Indian businesses step up on doubling energy productivity

26 November 2018

In a bid to step up ambition and fast-track corporate action on energy productivity in India, The Climate Group convened leading Indian companies and energy experts at a high-level EP100 event in Mumbai.

Led by The Climate Group in partnership with the Alliance to Save Energy, EP100 is a global initiative bringing together a growing group of energy-smart companies committed to using energy more productively.

EP100 has a significant footprint in India. Mahindra & Mahindra was the first company to join the initiative with a commitment to double energy productivity by 2030 compared to a 2008-09 baseline, and EP100 now counts seven Indian companies as members, making it the largest contingent of the initiative’s membership base.

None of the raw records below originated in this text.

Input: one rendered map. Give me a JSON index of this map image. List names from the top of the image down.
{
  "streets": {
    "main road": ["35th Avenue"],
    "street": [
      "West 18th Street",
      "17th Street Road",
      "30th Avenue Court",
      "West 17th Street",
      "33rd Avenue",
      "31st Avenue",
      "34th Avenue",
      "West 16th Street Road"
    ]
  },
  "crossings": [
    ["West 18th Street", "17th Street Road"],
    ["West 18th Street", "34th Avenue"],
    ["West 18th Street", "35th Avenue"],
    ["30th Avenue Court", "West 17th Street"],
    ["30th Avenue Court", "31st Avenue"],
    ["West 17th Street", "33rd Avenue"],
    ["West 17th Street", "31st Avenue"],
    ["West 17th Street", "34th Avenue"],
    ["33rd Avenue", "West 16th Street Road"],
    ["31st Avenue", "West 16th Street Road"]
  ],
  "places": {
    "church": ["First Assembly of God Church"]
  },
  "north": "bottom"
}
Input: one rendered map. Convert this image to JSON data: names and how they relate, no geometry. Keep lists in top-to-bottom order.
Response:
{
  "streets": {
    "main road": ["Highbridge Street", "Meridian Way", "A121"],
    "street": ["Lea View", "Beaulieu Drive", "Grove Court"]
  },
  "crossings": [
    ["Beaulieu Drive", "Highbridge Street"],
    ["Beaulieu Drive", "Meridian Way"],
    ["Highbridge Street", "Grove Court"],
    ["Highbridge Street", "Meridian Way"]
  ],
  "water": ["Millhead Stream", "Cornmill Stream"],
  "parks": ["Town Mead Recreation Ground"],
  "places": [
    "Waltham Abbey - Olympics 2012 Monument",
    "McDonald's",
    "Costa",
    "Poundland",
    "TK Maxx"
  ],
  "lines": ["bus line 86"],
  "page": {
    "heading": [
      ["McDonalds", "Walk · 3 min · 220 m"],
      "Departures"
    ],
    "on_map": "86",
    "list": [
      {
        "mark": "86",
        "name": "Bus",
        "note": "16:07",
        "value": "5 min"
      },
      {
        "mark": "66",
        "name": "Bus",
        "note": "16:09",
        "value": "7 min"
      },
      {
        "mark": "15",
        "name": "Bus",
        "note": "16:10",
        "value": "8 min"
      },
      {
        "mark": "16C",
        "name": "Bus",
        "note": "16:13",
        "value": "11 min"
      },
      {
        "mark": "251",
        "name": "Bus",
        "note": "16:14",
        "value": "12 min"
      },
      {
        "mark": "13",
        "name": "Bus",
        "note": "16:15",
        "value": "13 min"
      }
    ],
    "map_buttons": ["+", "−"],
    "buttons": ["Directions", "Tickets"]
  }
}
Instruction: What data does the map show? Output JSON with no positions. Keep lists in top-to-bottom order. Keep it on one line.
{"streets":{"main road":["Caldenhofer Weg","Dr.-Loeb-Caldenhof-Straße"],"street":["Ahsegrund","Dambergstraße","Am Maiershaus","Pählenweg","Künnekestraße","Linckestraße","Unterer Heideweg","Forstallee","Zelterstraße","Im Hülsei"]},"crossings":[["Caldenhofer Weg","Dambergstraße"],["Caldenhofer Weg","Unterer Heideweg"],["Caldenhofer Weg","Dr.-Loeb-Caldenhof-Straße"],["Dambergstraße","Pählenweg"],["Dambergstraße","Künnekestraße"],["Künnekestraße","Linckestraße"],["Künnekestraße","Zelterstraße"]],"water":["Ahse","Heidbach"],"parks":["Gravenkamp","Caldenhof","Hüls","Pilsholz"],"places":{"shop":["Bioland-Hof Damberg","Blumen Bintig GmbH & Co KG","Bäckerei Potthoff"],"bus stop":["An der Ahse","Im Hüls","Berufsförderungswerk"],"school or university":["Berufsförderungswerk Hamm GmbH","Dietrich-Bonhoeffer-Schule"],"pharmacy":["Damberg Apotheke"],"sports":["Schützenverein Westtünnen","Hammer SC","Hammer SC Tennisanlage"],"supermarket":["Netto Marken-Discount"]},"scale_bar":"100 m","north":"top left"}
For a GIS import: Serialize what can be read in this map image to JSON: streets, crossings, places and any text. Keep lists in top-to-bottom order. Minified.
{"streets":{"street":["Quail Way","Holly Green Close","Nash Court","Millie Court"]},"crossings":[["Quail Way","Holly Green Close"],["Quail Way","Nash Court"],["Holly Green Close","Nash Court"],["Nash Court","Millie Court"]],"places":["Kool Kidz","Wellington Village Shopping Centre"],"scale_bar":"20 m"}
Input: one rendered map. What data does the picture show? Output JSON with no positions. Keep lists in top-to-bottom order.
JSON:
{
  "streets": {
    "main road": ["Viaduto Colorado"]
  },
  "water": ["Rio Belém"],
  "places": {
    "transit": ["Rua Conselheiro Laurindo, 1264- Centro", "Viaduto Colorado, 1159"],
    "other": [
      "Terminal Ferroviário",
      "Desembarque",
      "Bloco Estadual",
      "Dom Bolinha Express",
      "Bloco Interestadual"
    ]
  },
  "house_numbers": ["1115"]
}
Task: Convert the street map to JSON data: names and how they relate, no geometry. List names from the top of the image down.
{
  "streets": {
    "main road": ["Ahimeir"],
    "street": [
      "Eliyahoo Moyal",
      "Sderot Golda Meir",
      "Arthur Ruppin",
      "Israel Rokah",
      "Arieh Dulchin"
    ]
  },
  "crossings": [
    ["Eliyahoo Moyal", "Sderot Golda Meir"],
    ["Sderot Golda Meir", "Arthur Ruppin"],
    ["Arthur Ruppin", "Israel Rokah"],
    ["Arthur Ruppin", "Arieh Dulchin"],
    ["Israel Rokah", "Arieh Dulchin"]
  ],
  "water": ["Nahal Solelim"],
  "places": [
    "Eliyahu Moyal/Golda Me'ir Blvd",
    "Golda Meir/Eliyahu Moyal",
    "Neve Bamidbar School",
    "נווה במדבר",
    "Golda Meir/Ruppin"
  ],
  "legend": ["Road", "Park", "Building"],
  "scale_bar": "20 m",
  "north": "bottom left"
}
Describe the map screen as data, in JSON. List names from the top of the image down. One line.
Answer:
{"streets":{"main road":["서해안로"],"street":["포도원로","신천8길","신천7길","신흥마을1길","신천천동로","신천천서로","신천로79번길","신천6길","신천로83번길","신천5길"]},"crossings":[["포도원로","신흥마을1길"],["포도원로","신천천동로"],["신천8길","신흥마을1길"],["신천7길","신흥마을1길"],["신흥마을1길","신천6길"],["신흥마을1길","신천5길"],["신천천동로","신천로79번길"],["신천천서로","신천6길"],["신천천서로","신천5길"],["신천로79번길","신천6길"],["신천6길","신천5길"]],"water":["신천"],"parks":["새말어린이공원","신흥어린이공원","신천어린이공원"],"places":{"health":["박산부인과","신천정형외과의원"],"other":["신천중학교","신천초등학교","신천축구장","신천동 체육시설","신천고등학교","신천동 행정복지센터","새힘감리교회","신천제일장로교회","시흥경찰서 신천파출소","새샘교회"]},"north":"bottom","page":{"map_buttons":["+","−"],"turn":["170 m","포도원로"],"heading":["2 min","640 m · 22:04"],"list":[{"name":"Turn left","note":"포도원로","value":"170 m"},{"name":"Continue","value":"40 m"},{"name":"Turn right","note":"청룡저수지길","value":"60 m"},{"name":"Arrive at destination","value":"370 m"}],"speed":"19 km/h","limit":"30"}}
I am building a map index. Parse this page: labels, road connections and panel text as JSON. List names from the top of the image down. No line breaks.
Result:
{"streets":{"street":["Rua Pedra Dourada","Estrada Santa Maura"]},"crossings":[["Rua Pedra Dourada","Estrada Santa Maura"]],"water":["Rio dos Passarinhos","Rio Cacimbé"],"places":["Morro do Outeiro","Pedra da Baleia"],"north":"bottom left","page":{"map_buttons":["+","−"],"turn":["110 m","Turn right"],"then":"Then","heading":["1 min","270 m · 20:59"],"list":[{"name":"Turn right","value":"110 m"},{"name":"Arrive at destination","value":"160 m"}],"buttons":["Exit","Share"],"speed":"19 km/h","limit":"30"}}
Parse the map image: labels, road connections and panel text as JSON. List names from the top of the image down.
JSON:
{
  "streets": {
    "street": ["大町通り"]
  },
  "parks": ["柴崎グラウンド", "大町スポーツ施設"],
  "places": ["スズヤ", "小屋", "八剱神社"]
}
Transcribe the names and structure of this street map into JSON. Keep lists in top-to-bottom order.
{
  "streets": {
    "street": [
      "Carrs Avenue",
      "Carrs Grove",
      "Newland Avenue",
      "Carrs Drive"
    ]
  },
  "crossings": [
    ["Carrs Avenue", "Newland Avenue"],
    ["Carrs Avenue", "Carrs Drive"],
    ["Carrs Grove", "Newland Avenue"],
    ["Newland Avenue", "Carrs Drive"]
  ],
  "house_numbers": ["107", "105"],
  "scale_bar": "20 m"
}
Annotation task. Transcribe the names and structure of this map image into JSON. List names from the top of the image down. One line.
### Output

The EP100 event in Mumbai saw the launch of a white paper exploring the opportunity presented by energy productivity for Indian businesses. Drawing on case studies from Indian EP100 members Godrej Industries Limited & Associate Companies (GILAC) and UltraTech Cement, the paper unpacks the core mechanisms of how to implement energy productivity measures and the key levers and technologies available for the transition to take place.

Speaking at the event, Jenny Chu, Head of EP100, The Climate Group, said: “The growing number of Indian companies joining EP100 makes clear that corporate action on smarter energy use not only brings down emissions but also boosts business growth -  from enabling energy and cost savings to growing resource efficiency and enhancing competitiveness, energy productivity makes business sense.

“We now need many more companies to put energy productivity at the top of their business agenda, delivering not only on their own climate targets but also supporting the Indian government in bringing down the country’s emissions.”

Jenny Chu, Head of EP100, The Climate Group

An emerging paradigm of energy productivity in India

Following in the wake of the recent IPCC special report on limiting global warming to below 1.5°C, the EP100 event in Mumbai brought together businesses and experts ready to take action on delivering a clean economy in India through energy productivity innovation. 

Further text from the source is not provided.